Das tatsächliche Machtproblem liegt dann nicht im Markt, sondern in politischen Privilegien.
Fazit: Kein systematisches Machtgefälle, sondern freiwillige Kooperation
Aus praxeologisch-libertärer Sicht gibt es im freien Kapitalismus kein systematisches, ausbeuterisches Machtgefälle zwischen Arbeitgeber und Arbeitnehmer. Beide Seiten verfügen über Eigentum an ihren jeweiligen Ressourcen – Arbeitskraft beziehungsweise Kapital – und tauschen freiwillig zum gegenseitigen Vorteil. Die marxistische Darstellung projiziert Zwang, der typischerweise vom Staat ausgeht, auf den Markt und verkennt:
- die subjektive Natur von Wert
- die Rolle von Zeitpräferenz
- das unternehmerische Risiko
- die Funktion von Kapitalbildung
- die Freiwilligkeit des Tauschs
Wahre Ausbeutung beginnt dort, wo Gewalt oder deren Androhung ins Spiel kommt.
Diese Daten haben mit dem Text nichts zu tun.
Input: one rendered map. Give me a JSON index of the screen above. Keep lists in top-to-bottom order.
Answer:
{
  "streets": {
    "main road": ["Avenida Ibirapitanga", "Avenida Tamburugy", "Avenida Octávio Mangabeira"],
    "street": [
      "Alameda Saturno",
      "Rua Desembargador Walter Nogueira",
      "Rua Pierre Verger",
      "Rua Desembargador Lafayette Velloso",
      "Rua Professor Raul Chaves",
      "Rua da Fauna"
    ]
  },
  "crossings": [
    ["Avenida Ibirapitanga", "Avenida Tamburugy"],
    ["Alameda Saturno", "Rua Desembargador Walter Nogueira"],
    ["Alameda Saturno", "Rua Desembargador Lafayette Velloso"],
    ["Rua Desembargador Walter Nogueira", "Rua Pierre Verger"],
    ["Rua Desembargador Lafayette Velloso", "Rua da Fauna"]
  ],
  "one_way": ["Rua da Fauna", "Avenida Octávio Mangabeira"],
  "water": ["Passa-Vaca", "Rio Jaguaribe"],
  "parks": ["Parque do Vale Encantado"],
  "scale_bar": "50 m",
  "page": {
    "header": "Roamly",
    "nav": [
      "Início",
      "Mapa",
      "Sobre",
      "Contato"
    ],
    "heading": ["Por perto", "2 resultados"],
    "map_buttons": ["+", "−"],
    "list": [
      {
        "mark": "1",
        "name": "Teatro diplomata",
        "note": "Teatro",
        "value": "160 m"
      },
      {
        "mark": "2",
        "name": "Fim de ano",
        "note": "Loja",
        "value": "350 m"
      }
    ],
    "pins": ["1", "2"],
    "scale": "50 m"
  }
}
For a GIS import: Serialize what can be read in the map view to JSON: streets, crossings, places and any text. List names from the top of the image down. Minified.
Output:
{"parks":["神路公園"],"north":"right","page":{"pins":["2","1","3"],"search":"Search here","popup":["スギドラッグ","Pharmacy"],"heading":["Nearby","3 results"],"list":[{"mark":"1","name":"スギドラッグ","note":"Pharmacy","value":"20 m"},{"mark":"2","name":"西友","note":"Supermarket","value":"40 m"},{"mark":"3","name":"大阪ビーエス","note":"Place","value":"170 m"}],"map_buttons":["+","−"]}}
Der Kapitalismus ermöglicht Kooperation durch freiwilligen Austausch und steigert langfristig Produktivität sowie Lebensstandard. Die sozialistische Alternative ersetzt den Unternehmer nicht selten durch einen weitaus mächtigeren Akteur: den Staat. Freiwilliger Tausch ist ethisch überlegen, weil er auf gegenseitiger Anerkennung von Eigentumsrechten beruht. Die These eines systematisch ausbeuterischen Machtgefälles ist daher nicht nur ökonomisch unzutreffend, sondern auch theoretisch inkonsistent.